From a young age, Roseville entrepreneur Robert Durham understood the pivotal role that youth outreach services and after school programs can play in the lives of children.
As a young man growing up in Detroit, Durham joined a youth basketball program through R.E.A.C.H, a nonprofit that provides support to at-risk youth and families through public outreach, athletics and academic and personal enrichment programs.
“The basketball program I was a part of took tens and tens of thousands of kids off the streets, helped them get into great high schools and eventually get a college scholarship to go to college,” said Durham, now 39. “I traveled all around the country; I got to see things I wouldn’t have seen if I wasn’t a part of that program.”
That experience is a big part of what led Durham, owner of Juggernaut’s Moving & Storage in Troy, to set aside 25 percent of his company’s earnings to support children and families through special events and activities, backpack giveaways, holiday gift baskets and more.
After an especially successful year in 2022, Durham was able to use those funds to create the Juggernaut’s Kids Foundation, and just last month held a ribbon cutting ceremony for the foundation’s new 1,100-square-foot headquarters and anti-bullying center in Roseville.
“I have 65 kids in the program now that we’re helping, and so far the feedback has been awesome,” said Durham. “Kids can come and talk about their problems, (talk about) being bullied, get help with their homework. Sometimes kids don’t have both parents in the home, but they can come to our program and we can try and give them the guidance they need to make them open up a lot more.”
What does the anti-bullying center offer?
The new foundation headquarters, located at 30771 Utica Road in Roseville, features everything from computers, TVs and gaming stations to homework stations, board games and even a “podcast room” where students can utilize audio and video equipment.
“Soon we will start hosting classes for resume building, classes on the proper way to write emails and things like that,” Durham said. “We’re also adding [new] things weekly as we go.”

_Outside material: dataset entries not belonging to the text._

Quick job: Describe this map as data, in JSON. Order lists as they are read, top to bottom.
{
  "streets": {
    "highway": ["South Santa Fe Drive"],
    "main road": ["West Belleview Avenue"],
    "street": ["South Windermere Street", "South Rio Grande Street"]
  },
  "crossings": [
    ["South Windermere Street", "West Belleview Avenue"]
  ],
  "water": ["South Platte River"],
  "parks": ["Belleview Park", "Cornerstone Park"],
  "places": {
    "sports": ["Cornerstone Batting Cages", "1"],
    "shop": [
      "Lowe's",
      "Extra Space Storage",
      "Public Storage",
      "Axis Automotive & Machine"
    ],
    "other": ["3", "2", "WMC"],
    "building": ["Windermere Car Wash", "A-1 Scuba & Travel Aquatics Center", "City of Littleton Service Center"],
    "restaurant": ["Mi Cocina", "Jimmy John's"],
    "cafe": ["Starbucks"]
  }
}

As a non-profit organization, the Juggernaut’s Kids Foundation works with local school districts and counselors to make connections with students and parents who may benefit from its services. With support from a team of local volunteers as well as a licensed therapist and social worker, students ages 6 to 17 are welcome to visit the center during operating hours to enjoy its amenities, engage with peers or get paired with a “big brother” or “big sister” mentor.
Parents have the option of accompanying their children at the center or dropping them off, and all services are provided for free. Durham also noted that they host events throughout the year appropriate for younger children as well, like a day at the Detroit Zoo, a bounce house day and more.
The center’s current hours are 3:30 to 8 p.m. on Wednesday through Friday and 9 a.m. to 6 p.m. on Saturdays and Sundays, but Durham says they will open their doors “any time, any day, 24/7” for a child or parent in crisis. Come springtime, Durham says the center will be open seven days a week.
More than anything, Durham wants to create a safe space for kids to learn, feel heard and have fun, especially after such a tough few years in the wake of the pandemic.
“I have kids of my own, I’ve seen the toll [COVID-19] took on my kids,” he said. “If we show these kids that they have somewhere to come to feel safe, to have fun and to put smiles on their face, I think our program will help a lot of kids.”
What’s next for Juggernaut’s Kids Foundation?
Durham has big plans for the future of the foundation, including a potential second location as early as this summer.
“I’m hoping to open up more foundations around the state of Michigan, and then hopefully sometime in the near future go nationwide with the program,” he said.
Durham plans to apply for grants this year to help cover the cost of a second location — which he says will likely be in Madison Heights, with discussion of a third location in Eastpointe by as early as Thanksgiving — but says he’s prepared to continue using funds from his moving business to keep everything afloat.
In the meantime, he is always looking for more volunteers to help out at the center and at special events, like an upcoming Easter Egg Hunt in Roseville for 200 kids, with more details to come.
“We only have four volunteers at the moment, so hopefully we get more people involved after we bring awareness to the program,” he said. “We try to help every kid that we can.”